Dari mereka kemudian lahirlah para ulama dan aktifis perempuan di banyak negara muslim. Tidak sedikit para ulama perempuan tampil kembali ke panggung sejarah. Pengetahuan mereka dalam bidang ilmu-ilmu agama (Islam) sangat mendalam dan luas. Beberapa di antaranya adalah Huda Sya'rawi, Aisyah Taymuriyah, Batsinah, Nabawiyah Musa, Zainab al-Ghazali, Aisyah Abdurrahman bint Syathi, Fatimah Mernisi, Asma Barlas, Aminah Wadud, Asma al-Murabith dan masih banyak lagi.
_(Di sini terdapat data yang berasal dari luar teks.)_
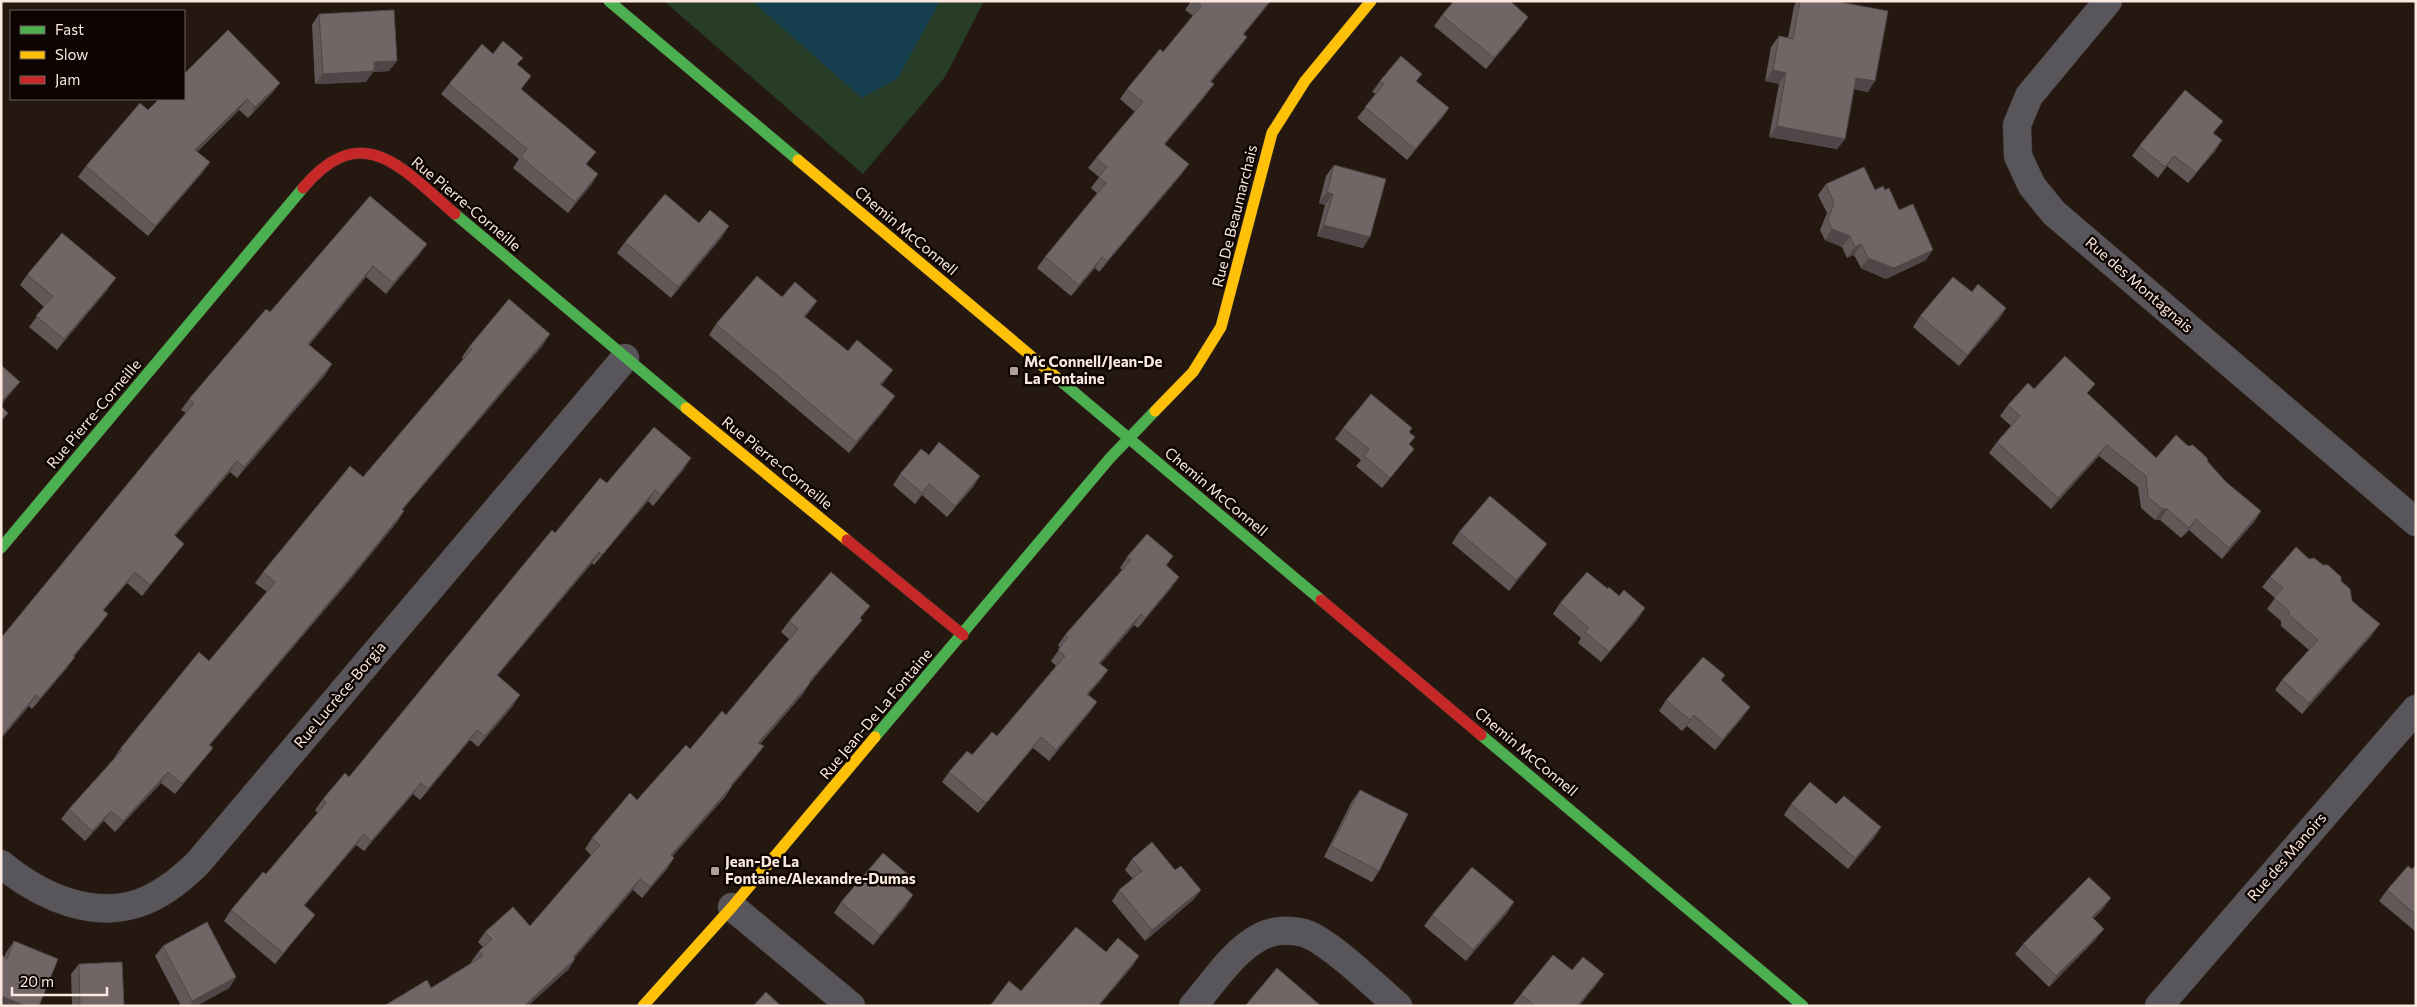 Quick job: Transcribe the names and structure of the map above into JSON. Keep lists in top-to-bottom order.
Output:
{
  "streets": {
    "street": [
      "Rue Pierre-Corneille",
      "Rue De Beaumarchais",
      "Chemin McConnell",
      "Rue des Montagnais",
      "Rue Lucrèce-Borgia",
      "Rue Jean-De La Fontaine",
      "Rue des Manoirs"
    ]
  },
  "crossings": [
    ["Rue Pierre-Corneille", "Rue Lucrèce-Borgia"],
    ["Rue Pierre-Corneille", "Rue Jean-De La Fontaine"],
    ["Rue De Beaumarchais", "Chemin McConnell"],
    ["Rue De Beaumarchais", "Rue Jean-De La Fontaine"],
    ["Chemin McConnell", "Rue Jean-De La Fontaine"]
  ],
  "places": {
    "transit": ["Mc Connell/Jean-De La Fontaine", "Jean-De La Fontaine/Alexandre-Dumas"]
  },
  "legend": ["Fast", "Slow", "Jam"],
  "scale_bar": "20 m"
}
Nabawiyah Musa, perempuan ulama dari Mesir. Ia menuntut dibukanya akses dan kesetaraan pendidikan bagi kaum perempuan negerinya. Dalam sebuah ceramahnya dia mengatakan:
أُرِيدُ اَنْ تَحْيَا الْمِصْرِيَّاتُ حَيَاةً حَقِيقِيَّةً . فَيَقْبَلْنَ عَلَى الْعِلْمِ وَيَسْعَينَ سَعْياً مُتَوَاصِلاً . فَلاَ يَمْضِى زَمَانٌ حَتَّى أَرَى فِى هَذِهِ الدَّارِ مِائَةً مِنَ السَّيِّدَاتِ
''"Uridu an Tahya al Mishriyyat Hayah Haqiqiyyah. Fayaqbalna 'ala al 'Ilm wa Yas'ayanna Sa'yan Mutawashilan. Fa La Yamdhi Zaman Hatta Ara fi Hadzihi al Dar Mi-at min al Sayyidat"''(Aku berharap kaum perempuan Mesir bisa hidup dengan baik, mengapresiasi ilmu pengetahuan dan bekerja keras tanpa henti, sampai tiba masanya aku dapat melihat lahirnya ratusan tokoh/pemimpin perempuan dalam negeri tercinta ini).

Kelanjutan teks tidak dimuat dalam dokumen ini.